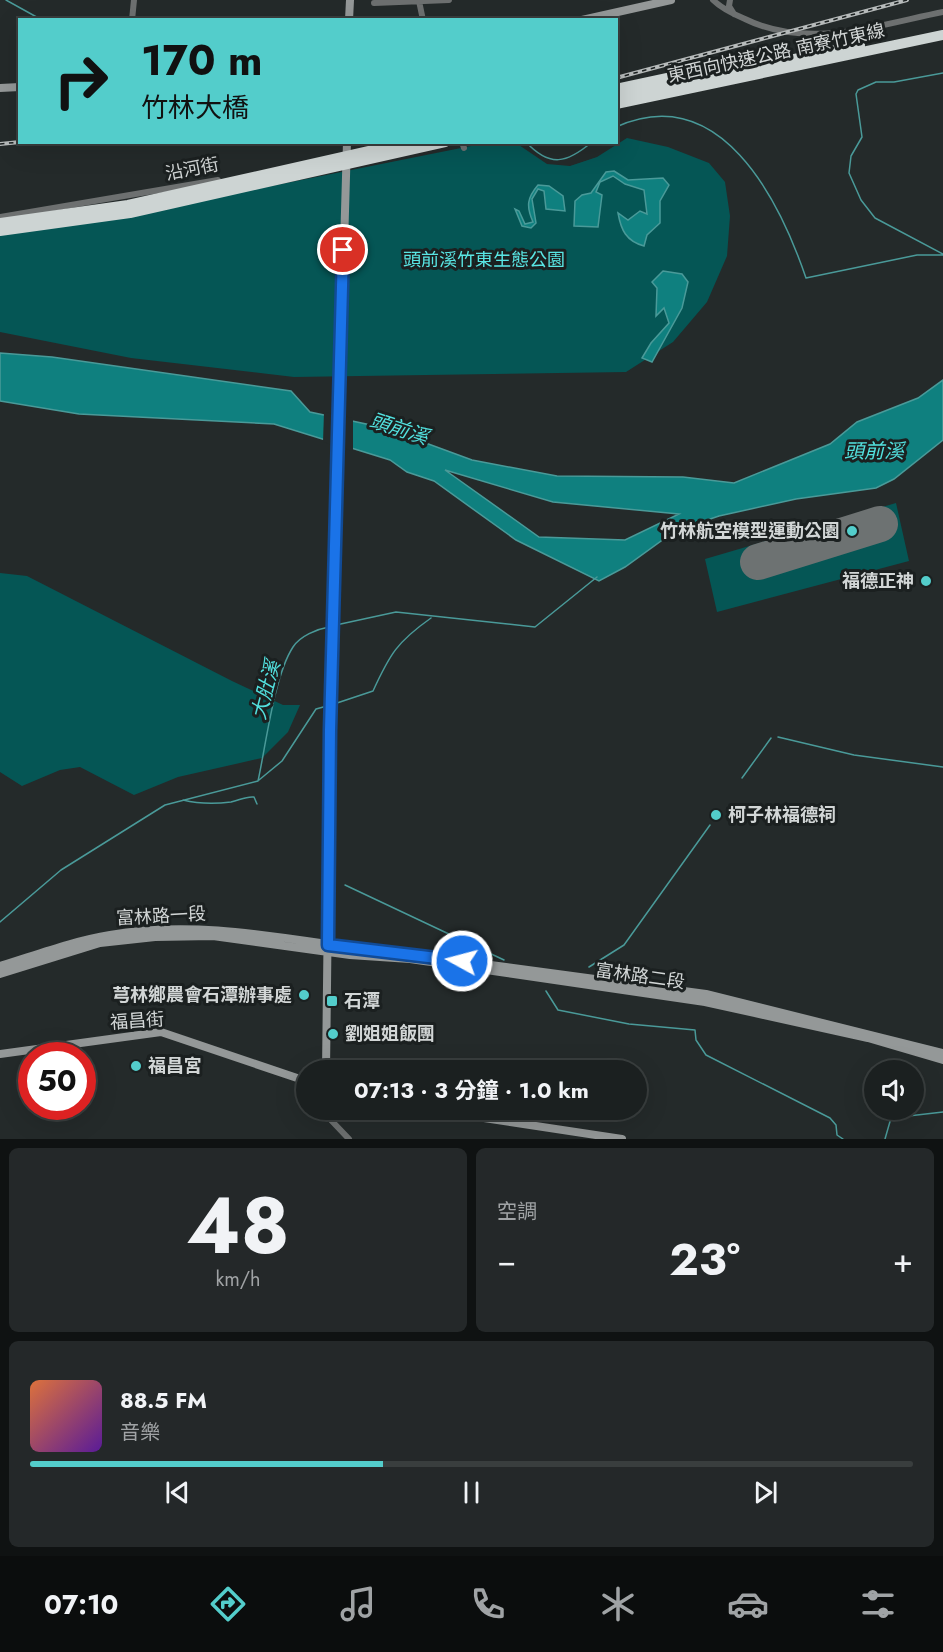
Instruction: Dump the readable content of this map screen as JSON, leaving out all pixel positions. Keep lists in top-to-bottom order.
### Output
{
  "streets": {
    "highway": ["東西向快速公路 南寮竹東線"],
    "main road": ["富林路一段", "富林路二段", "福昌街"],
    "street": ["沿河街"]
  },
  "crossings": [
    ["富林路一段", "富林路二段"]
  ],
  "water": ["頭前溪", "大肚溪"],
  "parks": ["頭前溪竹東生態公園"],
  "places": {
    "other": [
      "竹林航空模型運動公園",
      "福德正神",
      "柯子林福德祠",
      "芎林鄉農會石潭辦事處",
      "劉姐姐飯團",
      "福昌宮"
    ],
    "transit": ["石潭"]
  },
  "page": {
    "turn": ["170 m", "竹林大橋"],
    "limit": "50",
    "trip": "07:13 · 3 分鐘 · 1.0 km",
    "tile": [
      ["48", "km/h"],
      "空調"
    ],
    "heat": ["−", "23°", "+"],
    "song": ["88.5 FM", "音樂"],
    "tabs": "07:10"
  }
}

DIRECTIONS FOR THIS TASK – Repeat the records above exactly, without pictures.

WRITTEN SOLUTION –
Instruction: Dump the readable content of this map screen as JSON, leaving out all pixel positions. Keep lists in top-to-bottom order.
### Output
{
  "streets": {
    "highway": ["東西向快速公路 南寮竹東線"],
    "main road": ["富林路一段", "富林路二段", "福昌街"],
    "street": ["沿河街"]
  },
  "crossings": [
    ["富林路一段", "富林路二段"]
  ],
  "water": ["頭前溪", "大肚溪"],
  "parks": ["頭前溪竹東生態公園"],
  "places": {
    "other": [
      "竹林航空模型運動公園",
      "福德正神",
      "柯子林福德祠",
      "芎林鄉農會石潭辦事處",
      "劉姐姐飯團",
      "福昌宮"
    ],
    "transit": ["石潭"]
  },
  "page": {
    "turn": ["170 m", "竹林大橋"],
    "limit": "50",
    "trip": "07:13 · 3 分鐘 · 1.0 km",
    "tile": [
      ["48", "km/h"],
      "空調"
    ],
    "heat": ["−", "23°", "+"],
    "song": ["88.5 FM", "音樂"],
    "tabs": "07:10"
  }
}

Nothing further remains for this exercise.